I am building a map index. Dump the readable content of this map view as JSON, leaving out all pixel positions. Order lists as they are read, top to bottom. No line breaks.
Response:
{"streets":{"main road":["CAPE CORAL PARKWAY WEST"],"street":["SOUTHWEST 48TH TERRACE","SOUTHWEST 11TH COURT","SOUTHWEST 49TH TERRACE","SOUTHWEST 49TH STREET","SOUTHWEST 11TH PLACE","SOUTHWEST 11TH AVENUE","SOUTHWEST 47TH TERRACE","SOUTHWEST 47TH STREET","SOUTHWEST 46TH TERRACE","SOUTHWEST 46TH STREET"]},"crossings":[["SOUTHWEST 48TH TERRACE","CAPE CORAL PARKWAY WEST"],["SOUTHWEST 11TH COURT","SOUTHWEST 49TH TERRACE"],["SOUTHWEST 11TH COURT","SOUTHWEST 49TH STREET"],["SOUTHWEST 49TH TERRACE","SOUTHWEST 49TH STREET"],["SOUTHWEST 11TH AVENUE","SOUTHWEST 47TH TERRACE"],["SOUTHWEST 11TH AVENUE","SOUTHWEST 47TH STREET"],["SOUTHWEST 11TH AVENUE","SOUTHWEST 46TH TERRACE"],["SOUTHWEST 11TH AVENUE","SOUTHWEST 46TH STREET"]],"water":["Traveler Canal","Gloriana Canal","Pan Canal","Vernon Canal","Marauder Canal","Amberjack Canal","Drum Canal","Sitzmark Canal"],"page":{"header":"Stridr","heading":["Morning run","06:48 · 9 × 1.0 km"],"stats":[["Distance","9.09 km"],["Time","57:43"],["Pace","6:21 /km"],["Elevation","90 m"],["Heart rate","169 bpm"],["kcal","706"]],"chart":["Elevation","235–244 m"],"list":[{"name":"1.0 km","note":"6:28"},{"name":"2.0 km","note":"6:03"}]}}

* **ACTIVITY**: Extract all of the data shown above without alteration.

* **ANSWER FOR THIS EXERCISE**:
I am building a map index. Dump the readable content of this map view as JSON, leaving out all pixel positions. Order lists as they are read, top to bottom. No line breaks.
Response:
{"streets":{"main road":["CAPE CORAL PARKWAY WEST"],"street":["SOUTHWEST 48TH TERRACE","SOUTHWEST 11TH COURT","SOUTHWEST 49TH TERRACE","SOUTHWEST 49TH STREET","SOUTHWEST 11TH PLACE","SOUTHWEST 11TH AVENUE","SOUTHWEST 47TH TERRACE","SOUTHWEST 47TH STREET","SOUTHWEST 46TH TERRACE","SOUTHWEST 46TH STREET"]},"crossings":[["SOUTHWEST 48TH TERRACE","CAPE CORAL PARKWAY WEST"],["SOUTHWEST 11TH COURT","SOUTHWEST 49TH TERRACE"],["SOUTHWEST 11TH COURT","SOUTHWEST 49TH STREET"],["SOUTHWEST 49TH TERRACE","SOUTHWEST 49TH STREET"],["SOUTHWEST 11TH AVENUE","SOUTHWEST 47TH TERRACE"],["SOUTHWEST 11TH AVENUE","SOUTHWEST 47TH STREET"],["SOUTHWEST 11TH AVENUE","SOUTHWEST 46TH TERRACE"],["SOUTHWEST 11TH AVENUE","SOUTHWEST 46TH STREET"]],"water":["Traveler Canal","Gloriana Canal","Pan Canal","Vernon Canal","Marauder Canal","Amberjack Canal","Drum Canal","Sitzmark Canal"],"page":{"header":"Stridr","heading":["Morning run","06:48 · 9 × 1.0 km"],"stats":[["Distance","9.09 km"],["Time","57:43"],["Pace","6:21 /km"],["Elevation","90 m"],["Heart rate","169 bpm"],["kcal","706"]],"chart":["Elevation","235–244 m"],"list":[{"name":"1.0 km","note":"6:28"},{"name":"2.0 km","note":"6:03"}]}}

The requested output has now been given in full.